■ **WORK ORDER**
Only the lines that contain the string "button" belong in the answer; pull them from the records.

■ **DATA TO PROCESS**

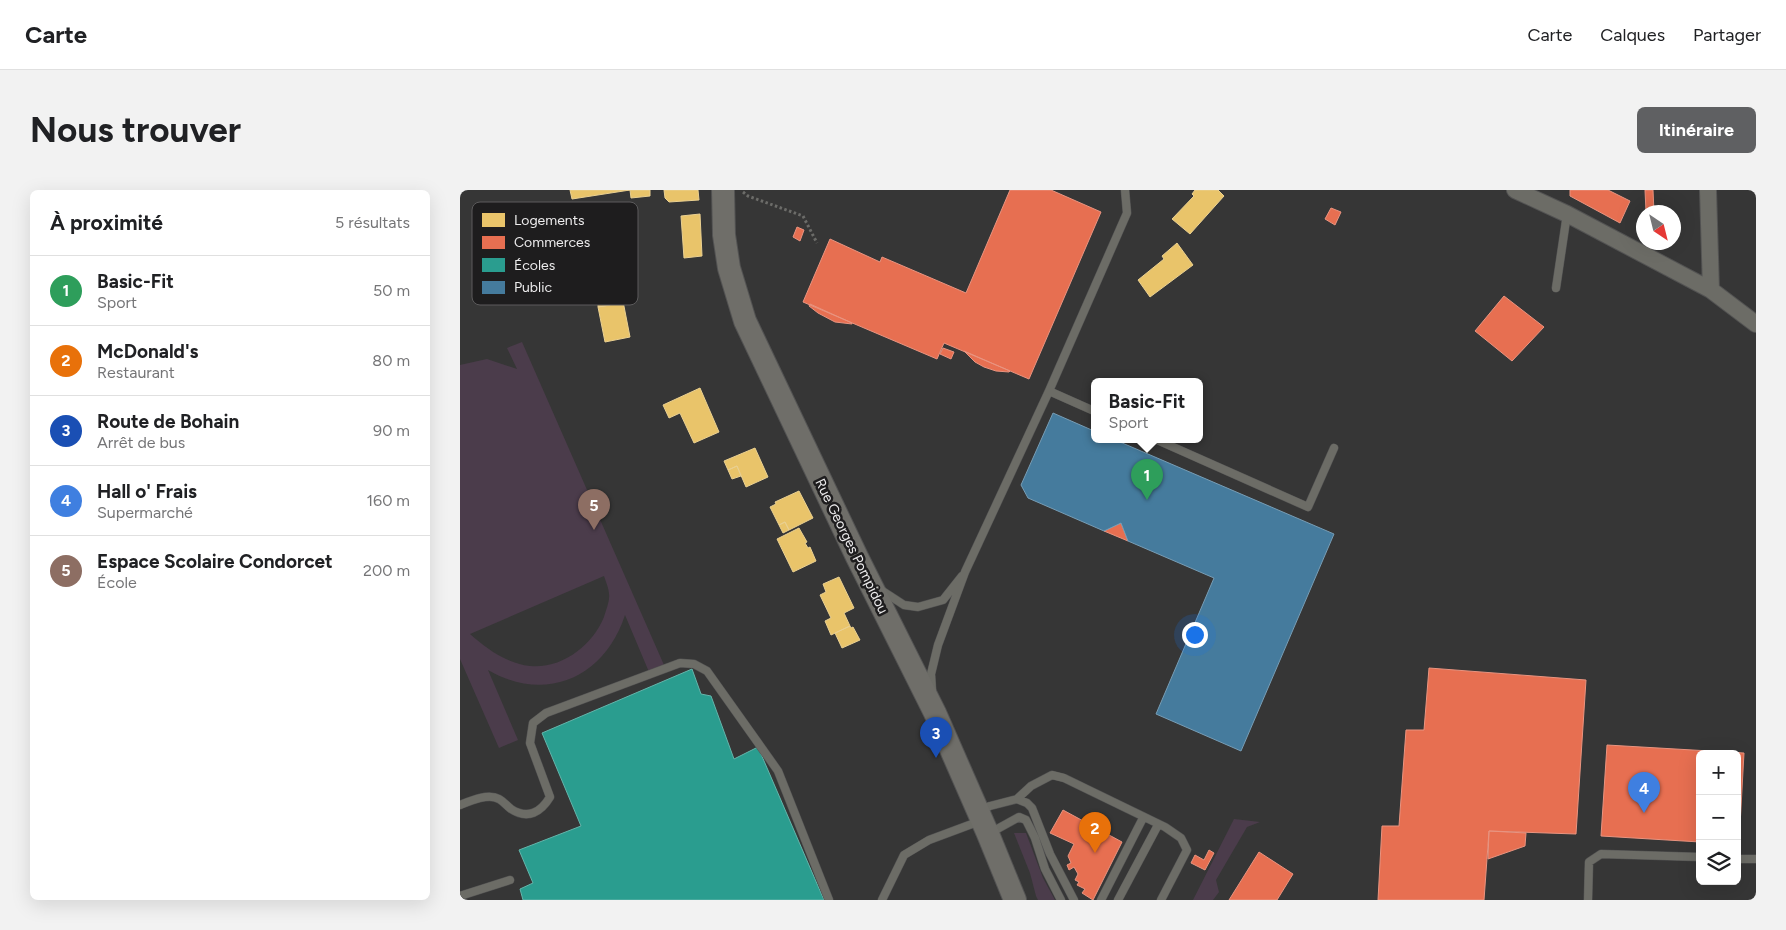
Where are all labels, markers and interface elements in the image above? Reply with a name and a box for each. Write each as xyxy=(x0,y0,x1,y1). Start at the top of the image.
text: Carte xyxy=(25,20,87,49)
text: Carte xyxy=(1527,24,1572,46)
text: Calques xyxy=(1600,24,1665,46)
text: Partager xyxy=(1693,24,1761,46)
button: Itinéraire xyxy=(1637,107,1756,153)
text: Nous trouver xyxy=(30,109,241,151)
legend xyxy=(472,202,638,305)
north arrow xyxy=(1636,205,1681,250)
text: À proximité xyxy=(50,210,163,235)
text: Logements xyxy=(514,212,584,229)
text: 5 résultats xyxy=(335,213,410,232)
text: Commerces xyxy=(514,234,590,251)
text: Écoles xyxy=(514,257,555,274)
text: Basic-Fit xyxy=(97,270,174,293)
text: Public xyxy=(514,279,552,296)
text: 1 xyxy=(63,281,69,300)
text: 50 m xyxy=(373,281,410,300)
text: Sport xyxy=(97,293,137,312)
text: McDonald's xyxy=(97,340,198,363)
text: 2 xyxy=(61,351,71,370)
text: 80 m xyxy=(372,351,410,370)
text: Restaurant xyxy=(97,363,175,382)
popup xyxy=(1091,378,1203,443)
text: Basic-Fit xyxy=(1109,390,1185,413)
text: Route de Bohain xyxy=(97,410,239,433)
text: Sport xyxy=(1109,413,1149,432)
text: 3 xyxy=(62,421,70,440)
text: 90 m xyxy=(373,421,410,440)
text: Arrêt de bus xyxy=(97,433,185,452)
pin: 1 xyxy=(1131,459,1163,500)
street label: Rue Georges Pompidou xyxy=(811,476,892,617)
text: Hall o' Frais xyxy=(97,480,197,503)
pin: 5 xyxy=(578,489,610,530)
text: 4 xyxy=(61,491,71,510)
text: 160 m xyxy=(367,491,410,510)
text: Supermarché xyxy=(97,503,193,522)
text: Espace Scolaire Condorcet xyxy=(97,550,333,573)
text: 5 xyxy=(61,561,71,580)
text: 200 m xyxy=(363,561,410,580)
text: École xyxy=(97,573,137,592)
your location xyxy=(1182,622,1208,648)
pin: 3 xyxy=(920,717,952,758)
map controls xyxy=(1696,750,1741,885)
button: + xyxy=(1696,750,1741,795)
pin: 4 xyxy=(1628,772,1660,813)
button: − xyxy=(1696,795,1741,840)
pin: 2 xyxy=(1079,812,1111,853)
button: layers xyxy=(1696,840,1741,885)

■ **EXERCISE SOLUTION**
button: Itinéraire xyxy=(1637,107,1756,153)
button: + xyxy=(1696,750,1741,795)
button: − xyxy=(1696,795,1741,840)
button: layers xyxy=(1696,840,1741,885)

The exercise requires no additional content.